The data:
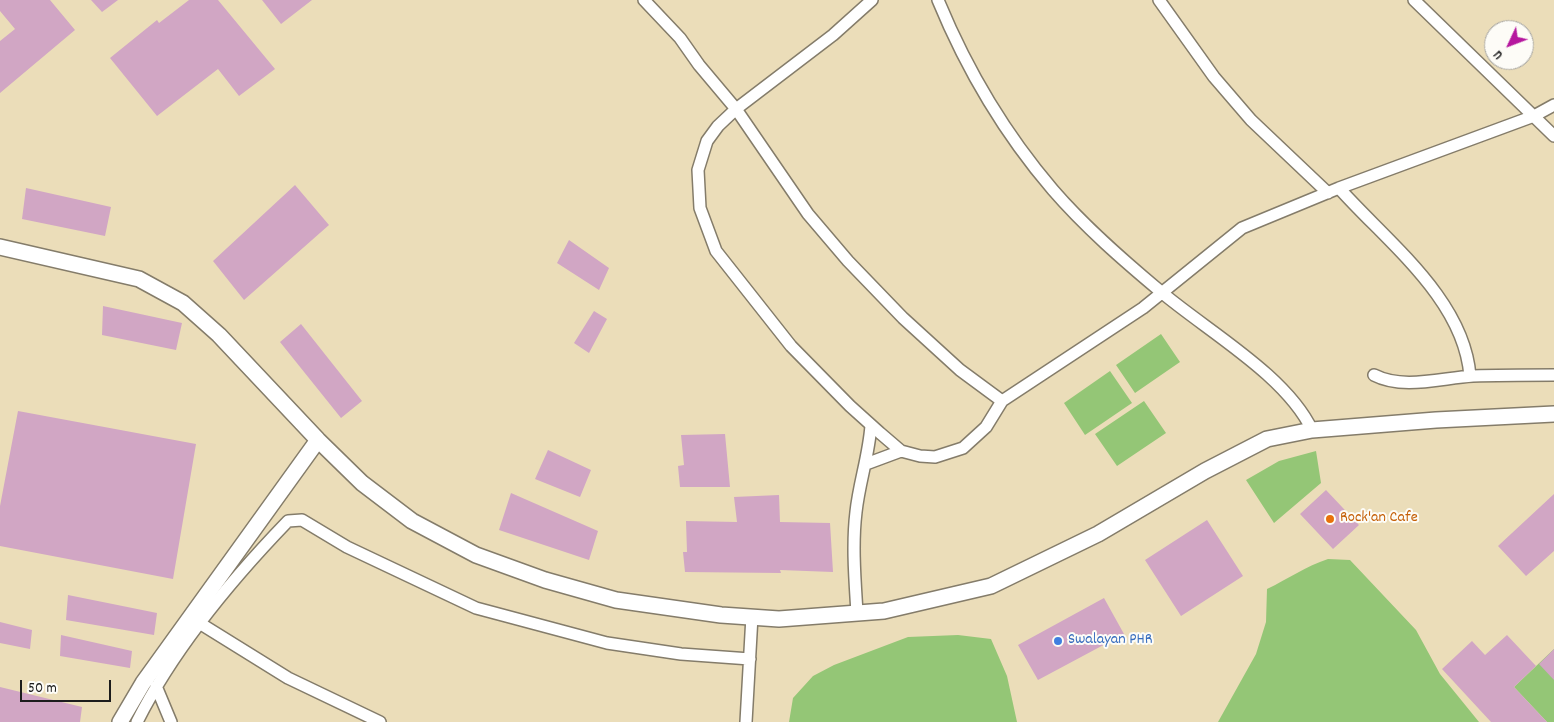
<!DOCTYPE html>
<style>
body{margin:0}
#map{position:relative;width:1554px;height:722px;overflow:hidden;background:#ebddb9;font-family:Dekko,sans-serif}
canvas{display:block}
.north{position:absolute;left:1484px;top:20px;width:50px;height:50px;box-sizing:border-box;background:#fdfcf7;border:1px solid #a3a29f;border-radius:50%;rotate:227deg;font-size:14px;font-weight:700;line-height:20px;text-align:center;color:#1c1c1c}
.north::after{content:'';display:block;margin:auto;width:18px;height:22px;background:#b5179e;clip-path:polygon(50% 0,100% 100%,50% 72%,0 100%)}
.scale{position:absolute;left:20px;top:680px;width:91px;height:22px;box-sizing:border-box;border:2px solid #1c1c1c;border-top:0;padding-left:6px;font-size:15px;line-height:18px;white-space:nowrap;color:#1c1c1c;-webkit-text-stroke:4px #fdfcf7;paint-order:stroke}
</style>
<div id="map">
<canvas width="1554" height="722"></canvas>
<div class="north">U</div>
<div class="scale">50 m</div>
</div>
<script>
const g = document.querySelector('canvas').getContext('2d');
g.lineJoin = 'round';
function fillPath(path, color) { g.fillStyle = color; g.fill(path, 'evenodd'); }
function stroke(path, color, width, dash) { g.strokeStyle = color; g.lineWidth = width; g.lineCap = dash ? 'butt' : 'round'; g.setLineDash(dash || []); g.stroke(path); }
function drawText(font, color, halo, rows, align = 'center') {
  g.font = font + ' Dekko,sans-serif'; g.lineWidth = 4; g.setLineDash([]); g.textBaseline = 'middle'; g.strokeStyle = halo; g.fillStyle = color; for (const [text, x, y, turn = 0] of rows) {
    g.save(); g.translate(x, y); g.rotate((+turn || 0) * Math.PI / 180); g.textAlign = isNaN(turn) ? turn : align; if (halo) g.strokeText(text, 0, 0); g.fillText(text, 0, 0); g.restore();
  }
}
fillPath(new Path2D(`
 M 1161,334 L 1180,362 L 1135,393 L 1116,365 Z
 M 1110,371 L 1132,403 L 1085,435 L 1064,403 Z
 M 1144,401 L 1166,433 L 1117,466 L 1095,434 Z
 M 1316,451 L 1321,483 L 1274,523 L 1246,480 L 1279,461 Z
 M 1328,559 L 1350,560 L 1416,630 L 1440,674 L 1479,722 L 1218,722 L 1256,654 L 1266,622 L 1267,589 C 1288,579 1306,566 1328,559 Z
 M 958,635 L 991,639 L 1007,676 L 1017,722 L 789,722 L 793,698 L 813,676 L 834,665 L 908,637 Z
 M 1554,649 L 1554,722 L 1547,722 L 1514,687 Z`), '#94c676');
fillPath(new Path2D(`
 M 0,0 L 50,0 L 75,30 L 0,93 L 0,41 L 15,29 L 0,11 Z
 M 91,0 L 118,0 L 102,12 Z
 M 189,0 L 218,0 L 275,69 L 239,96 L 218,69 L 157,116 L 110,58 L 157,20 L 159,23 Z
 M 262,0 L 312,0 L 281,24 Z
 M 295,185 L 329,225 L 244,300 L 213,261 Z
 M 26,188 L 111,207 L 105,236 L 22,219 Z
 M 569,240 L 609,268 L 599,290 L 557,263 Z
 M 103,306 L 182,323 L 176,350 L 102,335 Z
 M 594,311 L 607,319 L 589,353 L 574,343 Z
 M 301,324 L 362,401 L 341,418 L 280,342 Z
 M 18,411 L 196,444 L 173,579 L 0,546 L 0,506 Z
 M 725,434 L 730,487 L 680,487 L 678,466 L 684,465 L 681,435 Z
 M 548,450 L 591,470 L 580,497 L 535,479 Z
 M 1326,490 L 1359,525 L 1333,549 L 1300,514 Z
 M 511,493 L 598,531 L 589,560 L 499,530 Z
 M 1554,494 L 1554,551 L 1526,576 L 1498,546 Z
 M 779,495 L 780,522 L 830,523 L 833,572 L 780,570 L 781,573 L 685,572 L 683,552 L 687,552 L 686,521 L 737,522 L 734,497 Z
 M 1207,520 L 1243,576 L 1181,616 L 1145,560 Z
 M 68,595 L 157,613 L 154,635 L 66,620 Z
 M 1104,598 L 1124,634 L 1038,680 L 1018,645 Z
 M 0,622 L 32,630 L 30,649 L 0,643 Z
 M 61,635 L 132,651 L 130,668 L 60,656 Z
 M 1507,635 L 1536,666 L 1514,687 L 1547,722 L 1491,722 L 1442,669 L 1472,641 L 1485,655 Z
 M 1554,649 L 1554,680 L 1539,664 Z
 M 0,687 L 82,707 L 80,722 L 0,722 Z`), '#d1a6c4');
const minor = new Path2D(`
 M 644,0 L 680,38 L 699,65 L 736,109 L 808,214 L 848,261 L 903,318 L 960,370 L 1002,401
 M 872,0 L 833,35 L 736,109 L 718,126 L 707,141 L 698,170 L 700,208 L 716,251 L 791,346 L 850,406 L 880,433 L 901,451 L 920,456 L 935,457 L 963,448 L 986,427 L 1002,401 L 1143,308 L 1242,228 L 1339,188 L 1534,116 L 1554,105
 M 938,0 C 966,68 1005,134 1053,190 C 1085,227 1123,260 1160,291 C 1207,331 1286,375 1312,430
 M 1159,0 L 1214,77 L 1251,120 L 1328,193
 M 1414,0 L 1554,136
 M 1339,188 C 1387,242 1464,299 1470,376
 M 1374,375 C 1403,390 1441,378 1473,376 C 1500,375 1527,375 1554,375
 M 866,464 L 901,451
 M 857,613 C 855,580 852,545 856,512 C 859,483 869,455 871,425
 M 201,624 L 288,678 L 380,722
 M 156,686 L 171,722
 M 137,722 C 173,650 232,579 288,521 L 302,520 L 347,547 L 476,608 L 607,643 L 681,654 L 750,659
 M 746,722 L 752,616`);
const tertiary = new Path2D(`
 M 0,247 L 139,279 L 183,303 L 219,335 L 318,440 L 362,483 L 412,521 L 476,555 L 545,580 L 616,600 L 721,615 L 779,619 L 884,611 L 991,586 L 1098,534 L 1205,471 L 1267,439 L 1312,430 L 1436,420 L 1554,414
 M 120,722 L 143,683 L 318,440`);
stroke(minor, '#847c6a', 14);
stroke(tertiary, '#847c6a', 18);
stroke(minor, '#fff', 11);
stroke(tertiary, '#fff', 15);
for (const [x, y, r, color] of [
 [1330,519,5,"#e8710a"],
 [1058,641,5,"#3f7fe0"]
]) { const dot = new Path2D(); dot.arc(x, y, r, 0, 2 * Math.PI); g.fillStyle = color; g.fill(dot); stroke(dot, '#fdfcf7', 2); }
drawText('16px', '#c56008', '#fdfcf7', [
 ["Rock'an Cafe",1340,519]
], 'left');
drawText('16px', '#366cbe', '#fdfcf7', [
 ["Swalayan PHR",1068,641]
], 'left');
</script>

Task prompt:
Looking at the entries above, determine how many lines contain the word "canvas" and state only that number.

Output below:
3